Your friends are jerks, and you neglect the important people.

Fact: Between the ages of 15 and 25 is when most people establish lifelong friendships.

Many of your buddies are suffering from their own mid-20s meltdowns, so in turn they behave like selfish, jerky turdheads. You don't really care, so long as you don't have to sit alone at the bar. Meantime, you often neglect those who really matter, who love you no matter what — your family and friends who stick by you through all the boozy blackouts, broken hearts and bad hair days.

Crazy, crippling, ridiculous insecurities are around every turn.

Fact: Of people 20 to 29 years old, 41% feel significantly pressured or have "almost more stress than they can bear."

Full of firsts (first job, first apartment, first raise, first bounced check), this third decade of life can come as a shock. Nothing (I mean, nothing) is ever how you plan it. You're probably not going be married at 25 and making six figures at 27. You might get laid off or knocked up or terminally ill. There's no way to tell, but you focus so hard on the destination, you miss the journey entirely.

You're overly obsessed with social media and your imaginary friends.

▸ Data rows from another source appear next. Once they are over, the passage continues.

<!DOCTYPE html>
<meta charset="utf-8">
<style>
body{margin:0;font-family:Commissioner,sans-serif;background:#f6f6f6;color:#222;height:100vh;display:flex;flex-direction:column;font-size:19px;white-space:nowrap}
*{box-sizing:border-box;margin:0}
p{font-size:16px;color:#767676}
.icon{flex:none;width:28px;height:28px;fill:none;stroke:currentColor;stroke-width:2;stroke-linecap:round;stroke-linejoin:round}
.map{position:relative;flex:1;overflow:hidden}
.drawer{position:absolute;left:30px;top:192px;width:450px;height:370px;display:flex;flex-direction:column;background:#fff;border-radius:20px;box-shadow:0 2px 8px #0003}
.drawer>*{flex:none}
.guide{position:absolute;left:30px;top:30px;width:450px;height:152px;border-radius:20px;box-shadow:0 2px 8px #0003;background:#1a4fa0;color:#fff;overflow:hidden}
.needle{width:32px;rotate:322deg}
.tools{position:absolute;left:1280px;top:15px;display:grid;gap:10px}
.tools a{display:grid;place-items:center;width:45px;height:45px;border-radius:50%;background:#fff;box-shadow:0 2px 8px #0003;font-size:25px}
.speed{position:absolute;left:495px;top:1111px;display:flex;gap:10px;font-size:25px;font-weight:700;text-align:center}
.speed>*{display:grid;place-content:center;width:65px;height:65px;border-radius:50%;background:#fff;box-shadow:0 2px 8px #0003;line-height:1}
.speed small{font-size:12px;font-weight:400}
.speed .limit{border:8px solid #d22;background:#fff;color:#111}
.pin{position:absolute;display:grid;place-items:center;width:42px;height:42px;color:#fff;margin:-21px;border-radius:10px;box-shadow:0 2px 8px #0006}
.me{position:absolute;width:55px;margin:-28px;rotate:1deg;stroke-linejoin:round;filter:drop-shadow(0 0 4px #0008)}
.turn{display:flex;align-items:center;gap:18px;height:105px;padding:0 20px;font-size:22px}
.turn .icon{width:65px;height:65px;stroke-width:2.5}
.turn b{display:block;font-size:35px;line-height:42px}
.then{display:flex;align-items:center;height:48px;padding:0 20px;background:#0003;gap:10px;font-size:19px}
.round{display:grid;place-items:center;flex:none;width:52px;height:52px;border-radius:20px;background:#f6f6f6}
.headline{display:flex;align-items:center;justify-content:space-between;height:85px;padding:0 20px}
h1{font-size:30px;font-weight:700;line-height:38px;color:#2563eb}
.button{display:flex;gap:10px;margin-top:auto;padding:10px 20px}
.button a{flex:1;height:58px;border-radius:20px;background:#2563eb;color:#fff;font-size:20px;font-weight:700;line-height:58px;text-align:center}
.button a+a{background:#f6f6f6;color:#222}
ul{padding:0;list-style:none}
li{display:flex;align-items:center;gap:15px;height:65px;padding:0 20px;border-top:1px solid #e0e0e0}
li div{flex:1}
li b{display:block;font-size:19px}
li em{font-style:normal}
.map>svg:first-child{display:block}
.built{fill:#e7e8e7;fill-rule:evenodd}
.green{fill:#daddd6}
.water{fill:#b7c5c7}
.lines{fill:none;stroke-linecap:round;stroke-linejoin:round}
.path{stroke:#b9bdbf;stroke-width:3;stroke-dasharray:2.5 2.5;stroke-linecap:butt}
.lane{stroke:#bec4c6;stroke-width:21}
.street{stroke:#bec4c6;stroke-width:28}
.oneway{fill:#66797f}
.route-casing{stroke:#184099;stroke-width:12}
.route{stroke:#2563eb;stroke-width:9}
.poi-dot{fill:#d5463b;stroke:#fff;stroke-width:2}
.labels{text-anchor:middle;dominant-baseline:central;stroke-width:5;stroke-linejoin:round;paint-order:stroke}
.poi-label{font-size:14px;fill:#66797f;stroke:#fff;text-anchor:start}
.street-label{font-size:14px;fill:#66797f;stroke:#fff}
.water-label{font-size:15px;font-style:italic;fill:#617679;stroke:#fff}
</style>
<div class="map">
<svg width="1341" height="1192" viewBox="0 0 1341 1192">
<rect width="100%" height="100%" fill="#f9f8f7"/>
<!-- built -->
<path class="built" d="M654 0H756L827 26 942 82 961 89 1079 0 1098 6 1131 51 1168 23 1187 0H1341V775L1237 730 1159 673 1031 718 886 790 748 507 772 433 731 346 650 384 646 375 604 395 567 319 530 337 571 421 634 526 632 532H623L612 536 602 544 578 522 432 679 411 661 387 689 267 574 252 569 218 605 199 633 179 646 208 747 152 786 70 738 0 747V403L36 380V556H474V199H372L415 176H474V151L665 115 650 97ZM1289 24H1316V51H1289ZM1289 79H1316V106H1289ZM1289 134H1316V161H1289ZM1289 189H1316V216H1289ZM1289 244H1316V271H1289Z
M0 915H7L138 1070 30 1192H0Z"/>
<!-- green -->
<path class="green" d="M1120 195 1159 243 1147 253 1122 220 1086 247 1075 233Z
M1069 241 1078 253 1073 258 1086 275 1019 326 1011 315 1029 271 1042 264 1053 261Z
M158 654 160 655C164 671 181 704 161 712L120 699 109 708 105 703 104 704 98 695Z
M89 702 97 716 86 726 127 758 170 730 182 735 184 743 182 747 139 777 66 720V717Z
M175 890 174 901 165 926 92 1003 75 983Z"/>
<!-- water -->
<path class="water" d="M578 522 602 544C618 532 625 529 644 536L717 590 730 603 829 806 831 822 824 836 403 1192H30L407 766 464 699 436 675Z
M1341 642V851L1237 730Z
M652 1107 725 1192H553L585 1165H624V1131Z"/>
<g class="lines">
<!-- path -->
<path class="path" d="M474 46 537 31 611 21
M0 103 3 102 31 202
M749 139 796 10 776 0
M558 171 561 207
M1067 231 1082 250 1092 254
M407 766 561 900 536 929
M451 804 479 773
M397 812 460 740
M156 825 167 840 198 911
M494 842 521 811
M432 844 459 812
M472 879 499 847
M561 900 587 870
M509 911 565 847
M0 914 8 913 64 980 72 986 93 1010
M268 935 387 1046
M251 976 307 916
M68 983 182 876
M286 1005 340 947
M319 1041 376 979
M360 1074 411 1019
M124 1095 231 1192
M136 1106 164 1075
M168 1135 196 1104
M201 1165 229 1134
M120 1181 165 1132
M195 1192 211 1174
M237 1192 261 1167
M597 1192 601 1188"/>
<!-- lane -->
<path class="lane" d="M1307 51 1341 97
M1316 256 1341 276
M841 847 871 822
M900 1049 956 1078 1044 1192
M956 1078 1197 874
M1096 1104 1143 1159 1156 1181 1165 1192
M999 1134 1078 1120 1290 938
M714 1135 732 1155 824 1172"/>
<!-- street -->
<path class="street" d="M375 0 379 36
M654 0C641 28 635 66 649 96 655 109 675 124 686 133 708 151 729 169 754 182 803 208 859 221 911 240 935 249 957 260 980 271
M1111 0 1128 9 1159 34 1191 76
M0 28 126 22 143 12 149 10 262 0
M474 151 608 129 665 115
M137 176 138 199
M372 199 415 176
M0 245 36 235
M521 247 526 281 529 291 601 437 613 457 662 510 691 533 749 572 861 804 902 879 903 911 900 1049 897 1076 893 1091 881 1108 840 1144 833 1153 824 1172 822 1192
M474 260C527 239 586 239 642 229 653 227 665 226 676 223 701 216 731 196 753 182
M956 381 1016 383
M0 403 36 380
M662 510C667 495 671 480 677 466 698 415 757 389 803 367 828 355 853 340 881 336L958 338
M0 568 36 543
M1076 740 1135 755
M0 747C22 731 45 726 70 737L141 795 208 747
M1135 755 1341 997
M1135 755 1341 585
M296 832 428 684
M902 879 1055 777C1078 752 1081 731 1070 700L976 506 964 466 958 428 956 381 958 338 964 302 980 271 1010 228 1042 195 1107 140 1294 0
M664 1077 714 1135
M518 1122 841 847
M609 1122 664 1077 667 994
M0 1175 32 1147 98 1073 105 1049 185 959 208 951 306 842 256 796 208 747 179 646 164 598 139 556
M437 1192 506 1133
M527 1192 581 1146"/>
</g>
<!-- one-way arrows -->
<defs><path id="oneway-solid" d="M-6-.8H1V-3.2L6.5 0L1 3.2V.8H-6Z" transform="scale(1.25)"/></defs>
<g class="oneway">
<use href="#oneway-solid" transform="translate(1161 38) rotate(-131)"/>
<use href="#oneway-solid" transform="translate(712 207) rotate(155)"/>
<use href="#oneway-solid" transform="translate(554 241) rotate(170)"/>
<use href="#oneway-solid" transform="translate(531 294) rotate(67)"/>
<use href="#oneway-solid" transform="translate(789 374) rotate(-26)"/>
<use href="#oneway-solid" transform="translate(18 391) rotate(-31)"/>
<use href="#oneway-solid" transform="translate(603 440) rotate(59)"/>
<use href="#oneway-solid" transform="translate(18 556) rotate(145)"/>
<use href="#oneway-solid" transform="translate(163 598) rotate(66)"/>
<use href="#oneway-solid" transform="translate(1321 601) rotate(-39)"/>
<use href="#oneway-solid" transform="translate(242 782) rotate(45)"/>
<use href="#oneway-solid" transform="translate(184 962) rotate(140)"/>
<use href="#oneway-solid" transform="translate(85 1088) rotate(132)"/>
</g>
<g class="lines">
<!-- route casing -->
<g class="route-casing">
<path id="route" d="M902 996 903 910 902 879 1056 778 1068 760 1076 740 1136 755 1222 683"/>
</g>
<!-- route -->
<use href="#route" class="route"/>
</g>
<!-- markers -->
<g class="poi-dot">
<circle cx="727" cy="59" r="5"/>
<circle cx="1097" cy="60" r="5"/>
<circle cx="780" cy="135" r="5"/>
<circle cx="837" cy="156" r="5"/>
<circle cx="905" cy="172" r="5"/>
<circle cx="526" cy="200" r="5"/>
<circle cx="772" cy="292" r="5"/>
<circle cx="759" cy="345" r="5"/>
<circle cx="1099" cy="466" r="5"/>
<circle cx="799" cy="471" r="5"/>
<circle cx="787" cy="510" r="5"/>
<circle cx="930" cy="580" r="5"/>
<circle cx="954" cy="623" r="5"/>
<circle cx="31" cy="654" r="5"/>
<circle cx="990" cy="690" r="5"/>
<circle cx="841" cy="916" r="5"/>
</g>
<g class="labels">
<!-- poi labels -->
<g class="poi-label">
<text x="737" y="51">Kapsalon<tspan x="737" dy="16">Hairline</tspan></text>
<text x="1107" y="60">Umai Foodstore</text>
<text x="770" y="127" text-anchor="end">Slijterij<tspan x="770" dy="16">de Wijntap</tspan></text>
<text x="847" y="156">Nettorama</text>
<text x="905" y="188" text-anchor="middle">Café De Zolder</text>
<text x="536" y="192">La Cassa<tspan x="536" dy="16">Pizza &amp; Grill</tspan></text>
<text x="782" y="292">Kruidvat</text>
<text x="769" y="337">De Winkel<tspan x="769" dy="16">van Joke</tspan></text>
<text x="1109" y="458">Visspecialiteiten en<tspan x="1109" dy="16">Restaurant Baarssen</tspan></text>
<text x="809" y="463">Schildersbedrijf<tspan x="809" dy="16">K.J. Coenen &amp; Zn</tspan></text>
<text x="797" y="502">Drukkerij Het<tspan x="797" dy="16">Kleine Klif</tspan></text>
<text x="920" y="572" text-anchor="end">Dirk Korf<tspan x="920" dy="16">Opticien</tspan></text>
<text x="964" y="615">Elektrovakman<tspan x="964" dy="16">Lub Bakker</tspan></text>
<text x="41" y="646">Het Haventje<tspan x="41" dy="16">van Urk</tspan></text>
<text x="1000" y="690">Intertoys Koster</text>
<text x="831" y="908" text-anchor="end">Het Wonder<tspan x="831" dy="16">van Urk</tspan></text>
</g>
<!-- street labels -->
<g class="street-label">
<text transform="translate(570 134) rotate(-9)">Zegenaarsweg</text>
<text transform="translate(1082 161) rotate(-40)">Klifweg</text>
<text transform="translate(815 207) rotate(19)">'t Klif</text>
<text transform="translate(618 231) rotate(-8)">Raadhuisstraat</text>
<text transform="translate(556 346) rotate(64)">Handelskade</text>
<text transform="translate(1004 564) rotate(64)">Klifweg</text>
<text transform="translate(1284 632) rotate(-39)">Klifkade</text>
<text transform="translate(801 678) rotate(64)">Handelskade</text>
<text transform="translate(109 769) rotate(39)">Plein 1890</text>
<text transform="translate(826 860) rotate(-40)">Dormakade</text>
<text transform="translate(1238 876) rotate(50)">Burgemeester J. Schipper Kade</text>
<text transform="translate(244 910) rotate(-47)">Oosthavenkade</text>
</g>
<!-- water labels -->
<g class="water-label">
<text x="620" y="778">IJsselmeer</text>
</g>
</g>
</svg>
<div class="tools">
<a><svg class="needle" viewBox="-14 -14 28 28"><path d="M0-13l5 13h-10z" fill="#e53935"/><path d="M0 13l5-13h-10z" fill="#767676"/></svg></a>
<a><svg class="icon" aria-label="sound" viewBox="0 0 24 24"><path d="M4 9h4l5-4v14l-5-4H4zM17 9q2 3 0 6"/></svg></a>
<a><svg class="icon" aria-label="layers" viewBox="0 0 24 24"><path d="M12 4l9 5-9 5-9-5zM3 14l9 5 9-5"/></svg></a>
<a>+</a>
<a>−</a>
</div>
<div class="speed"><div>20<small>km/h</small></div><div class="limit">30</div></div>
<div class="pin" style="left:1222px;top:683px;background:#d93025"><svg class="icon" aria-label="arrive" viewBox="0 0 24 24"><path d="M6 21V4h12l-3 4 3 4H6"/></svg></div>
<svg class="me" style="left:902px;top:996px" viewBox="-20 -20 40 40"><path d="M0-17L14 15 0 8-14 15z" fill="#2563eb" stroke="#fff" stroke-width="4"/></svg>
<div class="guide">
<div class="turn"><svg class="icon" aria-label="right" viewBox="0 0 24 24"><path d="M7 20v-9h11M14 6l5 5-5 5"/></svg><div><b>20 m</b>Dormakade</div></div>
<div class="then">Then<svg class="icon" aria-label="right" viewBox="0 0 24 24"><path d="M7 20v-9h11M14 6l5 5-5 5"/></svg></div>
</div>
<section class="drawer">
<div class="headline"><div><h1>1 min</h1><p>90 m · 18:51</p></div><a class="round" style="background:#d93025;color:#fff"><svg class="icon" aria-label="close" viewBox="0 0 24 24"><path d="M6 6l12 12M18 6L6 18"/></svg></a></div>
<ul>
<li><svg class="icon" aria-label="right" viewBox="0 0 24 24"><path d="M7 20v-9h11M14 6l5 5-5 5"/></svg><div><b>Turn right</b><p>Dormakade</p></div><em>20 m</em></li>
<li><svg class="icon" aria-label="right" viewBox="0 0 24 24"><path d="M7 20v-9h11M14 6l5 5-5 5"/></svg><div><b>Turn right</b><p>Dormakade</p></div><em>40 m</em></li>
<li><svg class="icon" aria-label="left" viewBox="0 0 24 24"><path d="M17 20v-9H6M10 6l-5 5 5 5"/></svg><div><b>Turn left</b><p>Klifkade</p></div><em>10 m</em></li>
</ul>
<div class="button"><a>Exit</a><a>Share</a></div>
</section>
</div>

Fact: 48% of 18 to 34 year olds check Facebook right when they wake up.

Facebook, Twitter and FourSquare — these are the only links to your old life, your friends from high school or college. You hang on to this time period desperately, spending more time than you like to admit voyeuristically obsessing over everyone else's seemingly better, more interesting lives. But no one posts photos of their breakup or that time they got fired. Their lives suck as much as yours does! Besides, most of these people aren't even your real friends.

You're a whiny, spoiled brat.

Fact: Nearly two-thirds of young adults in their early 20s receive economic support from their parents. The number of twentysomethings living at home has risen by 50% since the 1970s.

Twentysomethings often take their parents (and everyone else around them) for granted, thanks to a false sense of entitlement because it is so haaaard being a young adult these days. So they sob into their smartphones and iPods and MacBooks, when they should really be slapped for being such silly, clueless tard monkeys.

You freak out over turning 30.

Fact: At age 30, you're older (and wiser) than 42 percent of Americans.

Attempting to survive your 20s can be so startlingly horrific, it would only make sense to get psyched about your 30th birthday, right? Yet so many twentysomethings obsessively dread entering this newer, gentler, kinder decade, when we should all take solace in the fact that the 30s are when the fun really starts. (Or so I hear.)